▸ Activity:
Write out exactly every line from the one containing "For a GIS import: Dump" through the final line of the material below, both included. Pictures are to be skipped.

(Source material Opens)

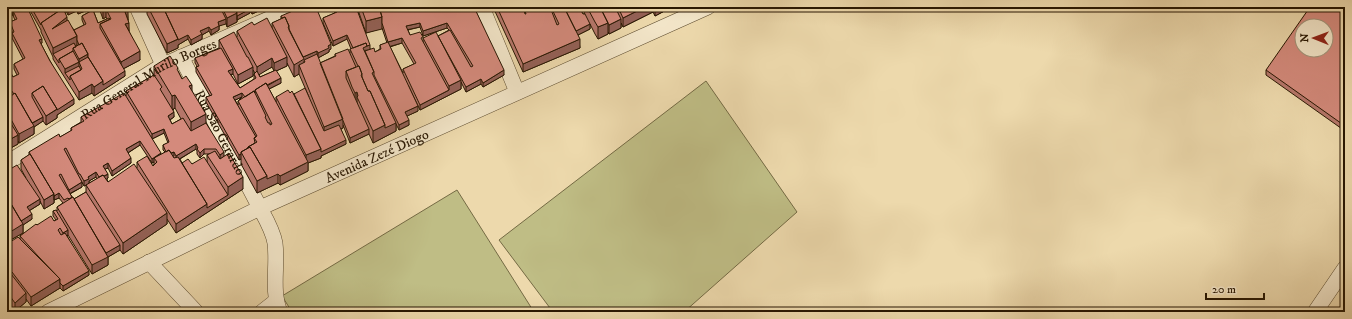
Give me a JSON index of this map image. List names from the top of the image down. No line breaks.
{"streets":{"street":["Rua General Murilo Borges","Rua São Gerardo","Avenida Zezé Diogo"]},"crossings":[["Rua General Murilo Borges","Rua São Gerardo"],["Rua São Gerardo","Avenida Zezé Diogo"]],"scale_bar":"20 m","north":"left"}
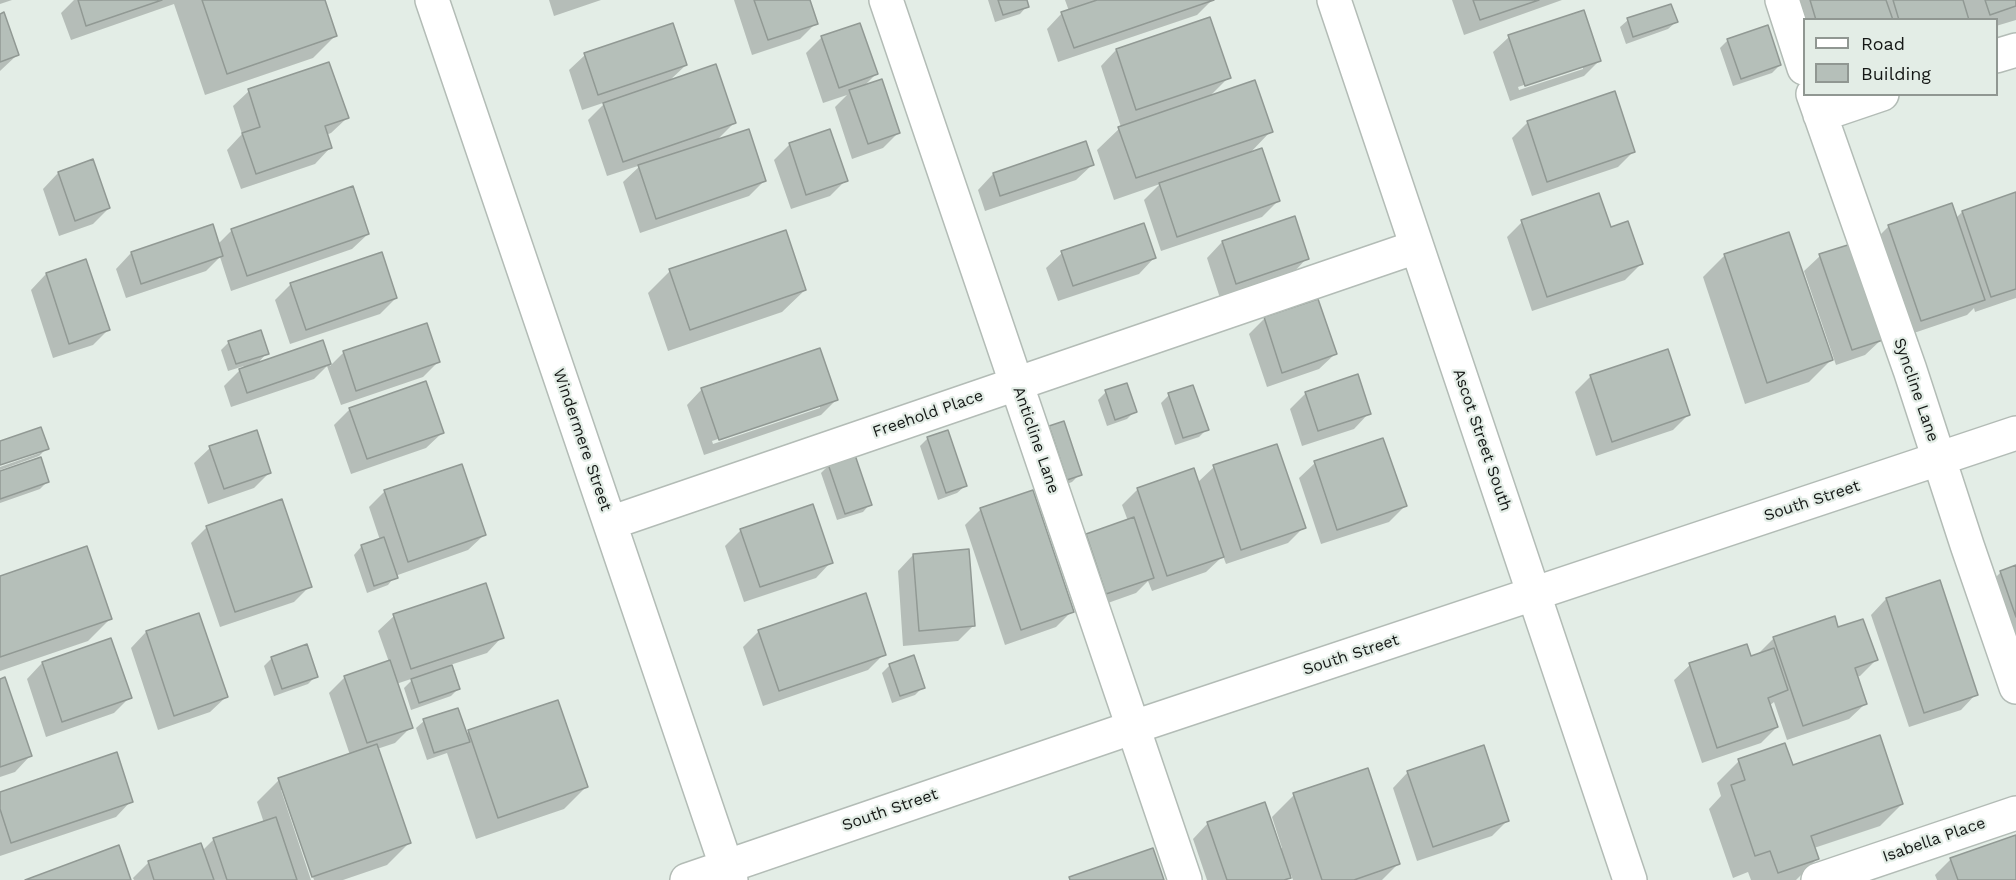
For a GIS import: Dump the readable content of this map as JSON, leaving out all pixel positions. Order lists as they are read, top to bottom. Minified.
{"streets":{"street":["Syncline Lane","Freehold Place","Windermere Street","Anticline Lane","Ascot Street South","South Street","Isabella Place"]},"crossings":[["Syncline Lane","South Street"],["Freehold Place","Windermere Street"],["Freehold Place","Anticline Lane"],["Freehold Place","Ascot Street South"],["Windermere Street","South Street"],["Anticline Lane","South Street"],["Ascot Street South","South Street"]],"legend":["Road","Building"]}
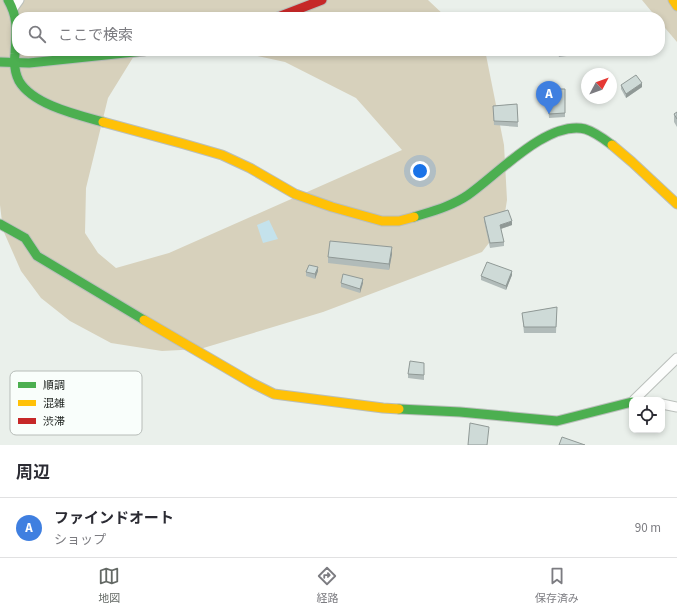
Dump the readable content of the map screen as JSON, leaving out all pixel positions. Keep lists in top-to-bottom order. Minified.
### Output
{"legend":["順調","混雑","渋滞"],"north":"top right","page":{"search":"ここで検索","pins":"A","heading":"周辺","list":[{"mark":"A","name":"ファインドオート","note":"ショップ","value":"90 m"}],"nav":["地図","経路","保存済み"]}}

(Source material Closes)

▸ Task result:
For a GIS import: Dump the readable content of this map as JSON, leaving out all pixel positions. Order lists as they are read, top to bottom. Minified.
{"streets":{"street":["Syncline Lane","Freehold Place","Windermere Street","Anticline Lane","Ascot Street South","South Street","Isabella Place"]},"crossings":[["Syncline Lane","South Street"],["Freehold Place","Windermere Street"],["Freehold Place","Anticline Lane"],["Freehold Place","Ascot Street South"],["Windermere Street","South Street"],["Anticline Lane","South Street"],["Ascot Street South","South Street"]],"legend":["Road","Building"]}
Dump the readable content of the map screen as JSON, leaving out all pixel positions. Keep lists in top-to-bottom order. Minified.
### Output
{"legend":["順調","混雑","渋滞"],"north":"top right","page":{"search":"ここで検索","pins":"A","heading":"周辺","list":[{"mark":"A","name":"ファインドオート","note":"ショップ","value":"90 m"}],"nav":["地図","経路","保存済み"]}}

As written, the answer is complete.